After sometime they managed to get the Kudu out and proceeded to feed hastily, just incase any other predators had become aware of the kill and were moving in.
By the time we moved off from the kill, the Wild dogs had almost finished the Kudu and were fighting over the remaining scraps.
Once again Madikwe had given us a unique experience, which we recounted over a cup of coffee and a Rusk under an Umbrella thorn (Acacia Tortilis) as the day began to heat up.
Mike Job (Field Guide)
11 JANUARY 2004
On the morning of the 11 January, we set out at about 6:20am on a walk. We decided to do a different route to usual and went along the mountain range “The Rant van Tweedepoort”. It was going to be a challenging walk due to the rockiness of the area. The rock in this area is mainly Dolomite which is a sedimentary rock which was laid down when this area was on the shore line of a large inland sea called the Transvaal sea before Gondwanaland broke up to form the southern continents we see today. About halfway into our walk we came to a small valley, which we decided to walk down to investigate. On moving down the valley, always looking and listening for signs of danger like elephants, lion and leopards, we heard a rustle in the undergrowth, about thirty metres ahead. We all stopped dead in our tracks. At first I thought, a leopard, but to our amazement and my first sighting in the reserve, a large bushpig came stumbling out, probably from its spot it had chosen for its morning rest. As he saw us he stopped for a few seconds to give us the once over, then moved off in a hurry and disappeared up the ridge and into some thicker undergrowth. So when you walk you never know what you may see for the first time!
Bushpig (Potamochoerus porcus) are associated with thickets, riparian undergrowth, tall grass and where water can be found and are usually nocturnal. They are generally reddish brown and their bodies are covered in hairy bristles and their weight varies between 45-85 kg. They are omnivorous and their diet varies from earthworms, to fruits and bulbs and carrion. They also like to wallow in mud, like their better known cousin the warthog.

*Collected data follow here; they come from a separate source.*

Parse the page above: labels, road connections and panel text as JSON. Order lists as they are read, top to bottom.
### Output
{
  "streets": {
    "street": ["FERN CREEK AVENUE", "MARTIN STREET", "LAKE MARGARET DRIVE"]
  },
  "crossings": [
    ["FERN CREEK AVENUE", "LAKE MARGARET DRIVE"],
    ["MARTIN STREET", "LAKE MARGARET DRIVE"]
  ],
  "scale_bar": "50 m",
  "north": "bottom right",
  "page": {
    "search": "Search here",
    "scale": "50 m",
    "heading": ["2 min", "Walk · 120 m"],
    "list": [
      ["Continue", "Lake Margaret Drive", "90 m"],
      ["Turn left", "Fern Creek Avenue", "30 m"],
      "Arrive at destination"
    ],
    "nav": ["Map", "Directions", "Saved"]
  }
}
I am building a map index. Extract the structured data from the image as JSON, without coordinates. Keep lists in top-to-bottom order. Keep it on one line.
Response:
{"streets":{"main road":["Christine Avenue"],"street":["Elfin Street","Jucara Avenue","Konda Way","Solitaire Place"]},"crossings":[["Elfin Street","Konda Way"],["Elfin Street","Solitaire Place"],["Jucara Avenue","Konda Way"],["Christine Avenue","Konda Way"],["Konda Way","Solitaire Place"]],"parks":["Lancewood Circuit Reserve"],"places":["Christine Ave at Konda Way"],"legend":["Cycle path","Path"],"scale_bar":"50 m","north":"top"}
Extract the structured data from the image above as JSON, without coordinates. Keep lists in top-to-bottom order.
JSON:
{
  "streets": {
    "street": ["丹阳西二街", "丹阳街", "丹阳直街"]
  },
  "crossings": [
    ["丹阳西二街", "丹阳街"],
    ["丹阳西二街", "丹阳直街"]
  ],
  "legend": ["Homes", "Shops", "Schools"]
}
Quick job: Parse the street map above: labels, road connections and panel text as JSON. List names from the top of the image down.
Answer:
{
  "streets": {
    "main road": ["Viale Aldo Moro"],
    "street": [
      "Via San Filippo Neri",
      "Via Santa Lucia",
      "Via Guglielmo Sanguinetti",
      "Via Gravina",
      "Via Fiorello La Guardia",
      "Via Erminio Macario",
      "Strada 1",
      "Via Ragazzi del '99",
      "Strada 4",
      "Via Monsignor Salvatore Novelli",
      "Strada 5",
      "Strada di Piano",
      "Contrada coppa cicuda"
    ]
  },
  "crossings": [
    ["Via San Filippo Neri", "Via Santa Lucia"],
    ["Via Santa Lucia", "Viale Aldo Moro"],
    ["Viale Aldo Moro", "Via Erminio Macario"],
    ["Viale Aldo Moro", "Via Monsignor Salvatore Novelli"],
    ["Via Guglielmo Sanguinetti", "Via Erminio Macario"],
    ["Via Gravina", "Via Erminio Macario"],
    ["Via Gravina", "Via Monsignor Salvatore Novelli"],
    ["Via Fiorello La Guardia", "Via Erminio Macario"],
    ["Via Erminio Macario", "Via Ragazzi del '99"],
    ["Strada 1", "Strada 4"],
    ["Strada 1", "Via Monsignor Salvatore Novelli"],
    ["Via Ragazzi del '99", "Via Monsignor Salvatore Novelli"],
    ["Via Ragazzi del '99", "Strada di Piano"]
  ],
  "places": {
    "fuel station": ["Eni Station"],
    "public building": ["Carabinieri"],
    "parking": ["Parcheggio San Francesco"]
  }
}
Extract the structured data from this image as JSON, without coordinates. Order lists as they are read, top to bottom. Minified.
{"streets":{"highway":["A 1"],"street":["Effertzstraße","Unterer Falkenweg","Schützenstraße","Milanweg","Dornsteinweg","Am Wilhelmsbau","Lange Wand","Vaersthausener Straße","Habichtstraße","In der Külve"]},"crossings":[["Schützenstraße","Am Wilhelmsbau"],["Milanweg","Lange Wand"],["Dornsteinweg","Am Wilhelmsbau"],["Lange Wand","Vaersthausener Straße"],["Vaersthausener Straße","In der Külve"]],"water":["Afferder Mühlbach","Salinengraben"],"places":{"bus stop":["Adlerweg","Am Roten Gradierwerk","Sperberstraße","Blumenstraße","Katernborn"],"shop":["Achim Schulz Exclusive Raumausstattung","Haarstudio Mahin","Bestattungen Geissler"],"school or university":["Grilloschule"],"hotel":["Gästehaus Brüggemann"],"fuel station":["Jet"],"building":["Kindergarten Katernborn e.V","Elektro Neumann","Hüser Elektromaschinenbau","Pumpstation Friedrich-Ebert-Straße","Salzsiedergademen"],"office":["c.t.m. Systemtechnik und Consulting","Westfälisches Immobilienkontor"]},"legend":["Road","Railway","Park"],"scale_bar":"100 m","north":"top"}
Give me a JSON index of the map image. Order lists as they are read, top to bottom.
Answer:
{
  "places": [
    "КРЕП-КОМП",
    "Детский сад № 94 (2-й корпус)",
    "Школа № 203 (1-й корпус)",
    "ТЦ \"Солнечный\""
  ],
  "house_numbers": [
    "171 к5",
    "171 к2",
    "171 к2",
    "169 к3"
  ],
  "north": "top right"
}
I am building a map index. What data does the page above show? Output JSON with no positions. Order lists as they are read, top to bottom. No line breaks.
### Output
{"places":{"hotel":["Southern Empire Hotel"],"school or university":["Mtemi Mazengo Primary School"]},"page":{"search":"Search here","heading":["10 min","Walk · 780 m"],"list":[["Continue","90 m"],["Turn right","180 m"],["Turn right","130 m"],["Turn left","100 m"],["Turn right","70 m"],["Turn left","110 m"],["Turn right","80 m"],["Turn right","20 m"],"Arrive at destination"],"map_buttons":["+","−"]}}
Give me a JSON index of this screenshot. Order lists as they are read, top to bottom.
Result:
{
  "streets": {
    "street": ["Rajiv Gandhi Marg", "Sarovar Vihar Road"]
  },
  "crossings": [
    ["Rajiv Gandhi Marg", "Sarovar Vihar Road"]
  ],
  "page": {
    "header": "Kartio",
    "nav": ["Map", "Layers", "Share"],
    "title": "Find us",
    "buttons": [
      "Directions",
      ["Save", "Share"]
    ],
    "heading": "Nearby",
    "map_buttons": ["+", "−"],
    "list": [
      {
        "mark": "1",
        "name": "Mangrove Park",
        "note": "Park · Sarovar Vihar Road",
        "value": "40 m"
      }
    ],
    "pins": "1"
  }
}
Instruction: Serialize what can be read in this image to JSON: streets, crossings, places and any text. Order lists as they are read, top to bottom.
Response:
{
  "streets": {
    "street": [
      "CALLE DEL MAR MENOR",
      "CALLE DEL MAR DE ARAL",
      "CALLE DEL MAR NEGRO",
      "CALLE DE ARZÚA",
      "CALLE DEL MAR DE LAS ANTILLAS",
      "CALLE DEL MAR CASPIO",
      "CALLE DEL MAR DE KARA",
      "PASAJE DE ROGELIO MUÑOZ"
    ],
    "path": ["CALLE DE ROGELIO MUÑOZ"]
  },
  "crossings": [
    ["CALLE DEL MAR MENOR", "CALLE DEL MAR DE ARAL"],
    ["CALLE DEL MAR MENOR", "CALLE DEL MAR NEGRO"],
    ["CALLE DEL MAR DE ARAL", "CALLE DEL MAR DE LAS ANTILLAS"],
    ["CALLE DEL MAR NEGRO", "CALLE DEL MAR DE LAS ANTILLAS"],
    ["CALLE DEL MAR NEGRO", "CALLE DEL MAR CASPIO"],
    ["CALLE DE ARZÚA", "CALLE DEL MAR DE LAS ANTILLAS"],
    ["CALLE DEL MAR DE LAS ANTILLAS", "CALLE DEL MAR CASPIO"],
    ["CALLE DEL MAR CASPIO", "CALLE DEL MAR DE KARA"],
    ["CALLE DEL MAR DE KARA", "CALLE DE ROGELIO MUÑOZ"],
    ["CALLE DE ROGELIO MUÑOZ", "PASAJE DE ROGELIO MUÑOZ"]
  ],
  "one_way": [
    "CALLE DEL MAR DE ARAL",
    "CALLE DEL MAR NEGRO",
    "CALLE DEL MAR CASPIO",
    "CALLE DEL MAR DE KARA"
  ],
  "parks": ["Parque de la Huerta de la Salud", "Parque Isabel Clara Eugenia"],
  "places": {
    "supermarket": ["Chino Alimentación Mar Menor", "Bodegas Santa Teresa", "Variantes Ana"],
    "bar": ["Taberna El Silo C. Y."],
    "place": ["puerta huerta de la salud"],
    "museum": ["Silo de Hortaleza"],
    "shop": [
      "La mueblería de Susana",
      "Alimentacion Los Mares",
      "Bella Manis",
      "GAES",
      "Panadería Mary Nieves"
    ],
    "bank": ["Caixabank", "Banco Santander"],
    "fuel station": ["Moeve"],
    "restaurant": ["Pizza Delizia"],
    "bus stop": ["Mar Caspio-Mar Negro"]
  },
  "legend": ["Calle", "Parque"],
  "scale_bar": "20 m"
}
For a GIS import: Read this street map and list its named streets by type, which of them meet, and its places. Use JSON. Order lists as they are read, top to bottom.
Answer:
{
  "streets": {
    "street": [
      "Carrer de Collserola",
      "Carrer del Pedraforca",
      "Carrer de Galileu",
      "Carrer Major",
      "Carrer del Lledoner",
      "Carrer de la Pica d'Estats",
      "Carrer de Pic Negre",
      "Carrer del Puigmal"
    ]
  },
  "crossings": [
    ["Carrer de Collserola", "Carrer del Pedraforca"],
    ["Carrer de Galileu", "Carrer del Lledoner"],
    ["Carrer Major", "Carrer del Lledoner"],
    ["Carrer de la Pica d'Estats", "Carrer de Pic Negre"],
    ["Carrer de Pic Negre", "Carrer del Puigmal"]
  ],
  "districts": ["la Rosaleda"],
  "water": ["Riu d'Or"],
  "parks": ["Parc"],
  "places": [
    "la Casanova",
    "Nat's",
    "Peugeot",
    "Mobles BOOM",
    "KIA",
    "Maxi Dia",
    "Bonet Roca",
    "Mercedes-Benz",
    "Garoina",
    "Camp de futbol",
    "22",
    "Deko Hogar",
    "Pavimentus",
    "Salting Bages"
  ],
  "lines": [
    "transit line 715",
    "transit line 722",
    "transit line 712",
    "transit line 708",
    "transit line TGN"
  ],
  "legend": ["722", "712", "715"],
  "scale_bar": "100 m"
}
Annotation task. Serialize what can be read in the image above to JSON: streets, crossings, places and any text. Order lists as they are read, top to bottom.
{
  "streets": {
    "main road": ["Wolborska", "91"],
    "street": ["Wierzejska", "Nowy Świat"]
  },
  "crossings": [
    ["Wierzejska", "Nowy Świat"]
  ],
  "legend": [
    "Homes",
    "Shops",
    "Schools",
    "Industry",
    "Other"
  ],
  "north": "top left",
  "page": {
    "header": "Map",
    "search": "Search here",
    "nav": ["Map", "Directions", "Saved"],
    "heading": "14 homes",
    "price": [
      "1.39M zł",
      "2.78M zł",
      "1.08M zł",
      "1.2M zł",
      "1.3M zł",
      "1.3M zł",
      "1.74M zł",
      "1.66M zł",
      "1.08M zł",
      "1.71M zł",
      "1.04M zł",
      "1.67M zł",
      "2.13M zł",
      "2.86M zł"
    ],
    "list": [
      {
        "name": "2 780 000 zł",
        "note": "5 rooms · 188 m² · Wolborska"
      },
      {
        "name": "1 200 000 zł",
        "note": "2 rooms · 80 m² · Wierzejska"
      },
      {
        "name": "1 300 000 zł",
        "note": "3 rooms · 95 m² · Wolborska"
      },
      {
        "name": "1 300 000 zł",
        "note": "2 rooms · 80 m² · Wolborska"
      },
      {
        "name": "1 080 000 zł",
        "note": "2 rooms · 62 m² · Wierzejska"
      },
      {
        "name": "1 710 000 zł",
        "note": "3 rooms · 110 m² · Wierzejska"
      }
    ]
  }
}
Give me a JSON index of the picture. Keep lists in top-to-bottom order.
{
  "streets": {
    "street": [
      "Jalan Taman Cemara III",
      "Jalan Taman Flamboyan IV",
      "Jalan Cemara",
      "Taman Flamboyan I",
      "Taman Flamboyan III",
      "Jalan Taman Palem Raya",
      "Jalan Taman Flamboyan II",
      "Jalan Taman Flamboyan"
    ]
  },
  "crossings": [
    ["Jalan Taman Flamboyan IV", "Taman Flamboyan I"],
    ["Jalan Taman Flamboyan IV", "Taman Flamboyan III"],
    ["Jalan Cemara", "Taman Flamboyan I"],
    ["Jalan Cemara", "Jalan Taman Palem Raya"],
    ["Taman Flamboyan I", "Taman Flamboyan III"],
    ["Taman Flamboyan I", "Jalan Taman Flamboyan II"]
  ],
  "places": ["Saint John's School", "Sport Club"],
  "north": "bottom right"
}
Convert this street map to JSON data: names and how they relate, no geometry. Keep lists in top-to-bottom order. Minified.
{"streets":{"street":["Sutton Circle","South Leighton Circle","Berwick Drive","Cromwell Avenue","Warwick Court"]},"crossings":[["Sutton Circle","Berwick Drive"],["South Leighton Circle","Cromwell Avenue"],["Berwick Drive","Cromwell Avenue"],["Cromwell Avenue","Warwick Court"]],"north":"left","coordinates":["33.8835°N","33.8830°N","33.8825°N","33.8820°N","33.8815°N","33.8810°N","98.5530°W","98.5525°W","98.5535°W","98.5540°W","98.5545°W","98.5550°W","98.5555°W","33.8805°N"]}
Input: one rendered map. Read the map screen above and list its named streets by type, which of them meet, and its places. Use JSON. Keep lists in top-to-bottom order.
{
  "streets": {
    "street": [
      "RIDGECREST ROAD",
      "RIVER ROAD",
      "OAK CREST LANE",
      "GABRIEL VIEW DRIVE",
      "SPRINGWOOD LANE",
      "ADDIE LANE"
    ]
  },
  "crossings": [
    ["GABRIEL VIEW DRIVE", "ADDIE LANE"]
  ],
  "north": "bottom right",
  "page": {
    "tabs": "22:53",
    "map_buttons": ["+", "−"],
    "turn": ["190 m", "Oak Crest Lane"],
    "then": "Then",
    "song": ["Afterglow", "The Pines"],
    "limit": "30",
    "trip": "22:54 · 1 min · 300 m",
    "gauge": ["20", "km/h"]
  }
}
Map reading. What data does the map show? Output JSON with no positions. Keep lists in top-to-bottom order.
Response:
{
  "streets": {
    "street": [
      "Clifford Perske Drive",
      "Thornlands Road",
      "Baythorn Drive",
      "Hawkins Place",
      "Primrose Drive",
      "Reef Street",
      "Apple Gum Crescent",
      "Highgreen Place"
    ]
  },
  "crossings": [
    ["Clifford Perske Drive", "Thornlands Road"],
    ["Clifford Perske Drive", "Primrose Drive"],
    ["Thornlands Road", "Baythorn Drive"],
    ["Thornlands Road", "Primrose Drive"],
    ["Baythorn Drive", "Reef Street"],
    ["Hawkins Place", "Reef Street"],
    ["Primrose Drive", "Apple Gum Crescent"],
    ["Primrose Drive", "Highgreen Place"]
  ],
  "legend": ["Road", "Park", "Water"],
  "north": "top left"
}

Andrew Linton (Field Guide)
08 JANUARY 2004
Today instead of going on our usual afternoon drive we had supper early and headed out at about 8:00pm. At night we ignore all the diurnal species that we see and focus on looking for those nocturnal animals that are virtually never seen during day light, but do come out at night in search of food and maybe even a mate. We saw a number of Spotted Eagle Owls and a couple of juvenile White-faced Owls while we drove through Ambush Alley. Once we got to the top of the Tweedepoort ridge, Sam (Tracker) spotted some eyes low down in the grass and pulling up next to them we saw it was an African Wild Cat (threatened due to cross breeding with domestic cats). Once Sam put the red filter on to the spot light she continued foraging for food and we were able to observe for sometime before she disappeared out of reach of our light. Finally after being held up by a number of Scrub Hares, who seemed determined to get under the wheels of my Landcruiser we meandered our way down to Tlou Dam where we found a large herd of Buffalo numbering about 60, crowding to get a drink, as well as a rare Brown Hyena (Madikwe also has the more common Spotted Hyena) who surprisingly paid us very little attention and circled around our vehicle and went off to the west. I presume to carry on his search for food. With an electric storm threatening in the east to drench us, we headed back to the lodge. For the remainder of their stay afternoons were spent relaxing and the night drives that followed were just as exciting and we had a number of other great sightings of natures more allusive animals.
Mike Job (Field Guide)
02 JANUARY 2004
After having three days of superb game viewing and seeing all five, of the big five, with great sightings of elephant and the two pride males who hold the territory in the North East of the reserve, along with white rhino, buffalo and even though brief a good sighting of a female leopard out hunting early one evening, we had a day that some would call quiet, where the big five seemed to take a break. However the day gave us a number of other unexpected surprises. Because of things being quiet and as the morning was heating up I decided to head to Tswasa water hole hoping to find some game looking to quench their thirst. As we approached all looked quiet, until I stopped close to the water and turned my engine off, which startled a water monitor (Africa’s second largest lizard) and it headed for the relative safety of the water. As it reached a stump in the middle of the water hole one of my guests suddenly said to me “look a crocodile”. I raised my binocs to have a closer look and to my surprise it was not a crocodile but a large African Rock Python (can reach lengths of 6.5 m) The first thing through my mind was poor water monitor, he escaped from us to end up sharing a stump with a python. Luckily for the monitor the python uncurled itself from the log and disappeared below the water, seems it did not feel like being bothered either. After this surprise we decided to head back to the lodge for brunch and to have a rest. Halfway back we were given another rare sighting. This time only after passing a dead, but still standing Leadwood tree(Combretum imberbe) I got a glimpse of out the corner of my eye of a large raptor sitting in the branches, it was a Martial Eagle (SA Red Data Book Status: Vulnerable, mainly due to persecution by farmers) one of the largest eagles found In South Africa. He did not fly away even though we had stopped right below him. Sam pointed out there was something held in his talons, it was a young warthog, no older than a few weeks, this was the reason he was reluctant to leave. We sat there for a few minutes, with the eagle contemplating us suspiciously and taking the hint that we not welcome to stay for the eagles breakfast we move off in search of some fried bacon of our own. Mike Job (Field Guide)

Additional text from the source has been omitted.